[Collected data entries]
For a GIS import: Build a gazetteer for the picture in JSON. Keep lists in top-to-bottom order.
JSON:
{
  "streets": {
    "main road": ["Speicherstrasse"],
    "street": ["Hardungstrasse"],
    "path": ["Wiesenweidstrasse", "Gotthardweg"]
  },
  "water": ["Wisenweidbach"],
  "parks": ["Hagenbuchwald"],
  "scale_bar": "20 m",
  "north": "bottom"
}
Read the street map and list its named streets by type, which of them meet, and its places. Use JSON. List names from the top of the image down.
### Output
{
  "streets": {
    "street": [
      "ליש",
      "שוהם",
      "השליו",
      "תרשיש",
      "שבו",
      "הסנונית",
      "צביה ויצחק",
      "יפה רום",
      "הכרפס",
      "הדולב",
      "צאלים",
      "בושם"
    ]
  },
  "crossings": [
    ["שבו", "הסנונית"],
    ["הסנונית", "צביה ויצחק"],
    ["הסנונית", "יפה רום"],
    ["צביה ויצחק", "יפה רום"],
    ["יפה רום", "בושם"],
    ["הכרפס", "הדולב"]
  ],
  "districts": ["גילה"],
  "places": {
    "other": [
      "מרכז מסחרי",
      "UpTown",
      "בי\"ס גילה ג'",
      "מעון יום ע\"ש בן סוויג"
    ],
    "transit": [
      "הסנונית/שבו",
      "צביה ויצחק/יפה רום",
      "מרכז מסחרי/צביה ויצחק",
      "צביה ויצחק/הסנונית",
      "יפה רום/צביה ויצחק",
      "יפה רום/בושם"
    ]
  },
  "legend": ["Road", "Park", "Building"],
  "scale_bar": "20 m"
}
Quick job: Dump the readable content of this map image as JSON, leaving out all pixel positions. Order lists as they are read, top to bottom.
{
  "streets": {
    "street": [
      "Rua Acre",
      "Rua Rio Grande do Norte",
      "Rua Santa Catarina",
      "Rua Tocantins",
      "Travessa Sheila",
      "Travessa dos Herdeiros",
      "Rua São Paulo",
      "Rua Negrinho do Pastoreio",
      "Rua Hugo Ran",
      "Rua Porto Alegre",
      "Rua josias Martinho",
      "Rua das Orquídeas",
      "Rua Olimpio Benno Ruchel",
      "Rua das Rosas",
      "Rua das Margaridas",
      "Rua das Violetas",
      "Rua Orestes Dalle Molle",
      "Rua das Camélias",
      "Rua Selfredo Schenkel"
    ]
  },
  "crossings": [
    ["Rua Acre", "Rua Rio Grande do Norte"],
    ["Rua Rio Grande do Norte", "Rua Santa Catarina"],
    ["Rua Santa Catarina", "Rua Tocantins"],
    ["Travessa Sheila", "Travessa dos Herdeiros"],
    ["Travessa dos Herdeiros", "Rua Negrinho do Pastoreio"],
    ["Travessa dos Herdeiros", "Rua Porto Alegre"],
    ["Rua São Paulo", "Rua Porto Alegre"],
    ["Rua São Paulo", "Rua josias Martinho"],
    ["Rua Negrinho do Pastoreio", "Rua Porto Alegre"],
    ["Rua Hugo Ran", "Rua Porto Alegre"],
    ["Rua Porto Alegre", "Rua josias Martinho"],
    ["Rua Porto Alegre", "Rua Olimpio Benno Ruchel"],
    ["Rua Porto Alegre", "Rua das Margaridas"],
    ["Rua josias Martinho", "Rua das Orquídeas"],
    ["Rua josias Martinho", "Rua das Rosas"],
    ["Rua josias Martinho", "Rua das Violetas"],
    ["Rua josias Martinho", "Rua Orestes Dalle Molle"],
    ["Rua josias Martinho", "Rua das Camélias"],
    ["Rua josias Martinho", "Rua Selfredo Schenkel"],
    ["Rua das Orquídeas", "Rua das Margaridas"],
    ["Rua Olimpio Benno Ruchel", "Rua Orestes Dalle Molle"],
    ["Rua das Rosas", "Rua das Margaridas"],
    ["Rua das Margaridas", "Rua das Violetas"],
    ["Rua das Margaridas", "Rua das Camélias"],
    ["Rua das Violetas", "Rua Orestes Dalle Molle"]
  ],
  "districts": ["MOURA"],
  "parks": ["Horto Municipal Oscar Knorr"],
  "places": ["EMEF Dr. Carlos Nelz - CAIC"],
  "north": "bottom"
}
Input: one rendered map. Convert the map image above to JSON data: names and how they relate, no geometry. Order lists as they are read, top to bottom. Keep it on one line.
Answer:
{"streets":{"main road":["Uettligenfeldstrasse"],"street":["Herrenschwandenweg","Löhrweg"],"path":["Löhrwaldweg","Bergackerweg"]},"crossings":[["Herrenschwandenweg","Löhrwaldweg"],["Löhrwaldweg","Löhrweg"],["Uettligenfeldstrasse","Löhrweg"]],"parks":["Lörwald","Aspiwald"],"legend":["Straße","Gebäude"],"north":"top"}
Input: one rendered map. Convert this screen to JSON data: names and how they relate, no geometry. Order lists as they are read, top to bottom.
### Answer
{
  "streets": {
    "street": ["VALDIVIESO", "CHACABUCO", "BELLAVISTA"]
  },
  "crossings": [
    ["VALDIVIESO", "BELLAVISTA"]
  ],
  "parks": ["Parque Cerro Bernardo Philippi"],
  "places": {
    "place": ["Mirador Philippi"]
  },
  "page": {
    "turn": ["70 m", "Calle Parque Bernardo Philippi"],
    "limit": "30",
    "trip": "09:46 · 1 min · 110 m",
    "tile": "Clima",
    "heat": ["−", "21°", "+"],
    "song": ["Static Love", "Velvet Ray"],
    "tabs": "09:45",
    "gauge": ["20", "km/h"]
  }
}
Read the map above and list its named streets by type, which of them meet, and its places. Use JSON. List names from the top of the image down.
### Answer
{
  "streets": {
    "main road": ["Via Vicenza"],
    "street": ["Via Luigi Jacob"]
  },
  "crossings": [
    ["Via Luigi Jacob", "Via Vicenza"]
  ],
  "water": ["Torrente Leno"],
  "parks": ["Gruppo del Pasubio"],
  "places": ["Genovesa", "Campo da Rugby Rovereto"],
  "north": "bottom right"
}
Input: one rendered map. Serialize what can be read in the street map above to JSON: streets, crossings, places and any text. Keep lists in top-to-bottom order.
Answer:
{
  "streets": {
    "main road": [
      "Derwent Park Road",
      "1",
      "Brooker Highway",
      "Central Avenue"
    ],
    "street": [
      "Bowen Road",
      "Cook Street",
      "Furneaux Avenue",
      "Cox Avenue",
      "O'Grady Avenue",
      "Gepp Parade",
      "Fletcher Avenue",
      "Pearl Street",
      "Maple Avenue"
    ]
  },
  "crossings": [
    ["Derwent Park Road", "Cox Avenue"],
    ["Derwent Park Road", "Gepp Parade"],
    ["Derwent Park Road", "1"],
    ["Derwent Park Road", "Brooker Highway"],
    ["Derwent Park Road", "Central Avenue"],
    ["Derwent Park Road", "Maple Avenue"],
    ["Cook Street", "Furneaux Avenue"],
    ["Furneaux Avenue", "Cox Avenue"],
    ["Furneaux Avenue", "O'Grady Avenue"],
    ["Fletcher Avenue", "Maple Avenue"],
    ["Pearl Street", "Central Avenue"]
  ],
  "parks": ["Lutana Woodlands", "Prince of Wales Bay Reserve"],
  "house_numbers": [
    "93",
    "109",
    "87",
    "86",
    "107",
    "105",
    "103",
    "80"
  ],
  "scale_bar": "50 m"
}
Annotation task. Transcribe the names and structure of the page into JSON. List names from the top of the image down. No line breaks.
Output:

Your assignment:
Set down, exactly as they appear, the lines above from the first one to the line that holds "Read the street", both included, please, and no others.

Finished exercise:
For a GIS import: Build a gazetteer for the picture in JSON. Keep lists in top-to-bottom order.
JSON:
{
  "streets": {
    "main road": ["Speicherstrasse"],
    "street": ["Hardungstrasse"],
    "path": ["Wiesenweidstrasse", "Gotthardweg"]
  },
  "water": ["Wisenweidbach"],
  "parks": ["Hagenbuchwald"],
  "scale_bar": "20 m",
  "north": "bottom"
}
Read the street map and list its named streets by type, which of them meet, and its places. Use JSON. List names from the top of the image down.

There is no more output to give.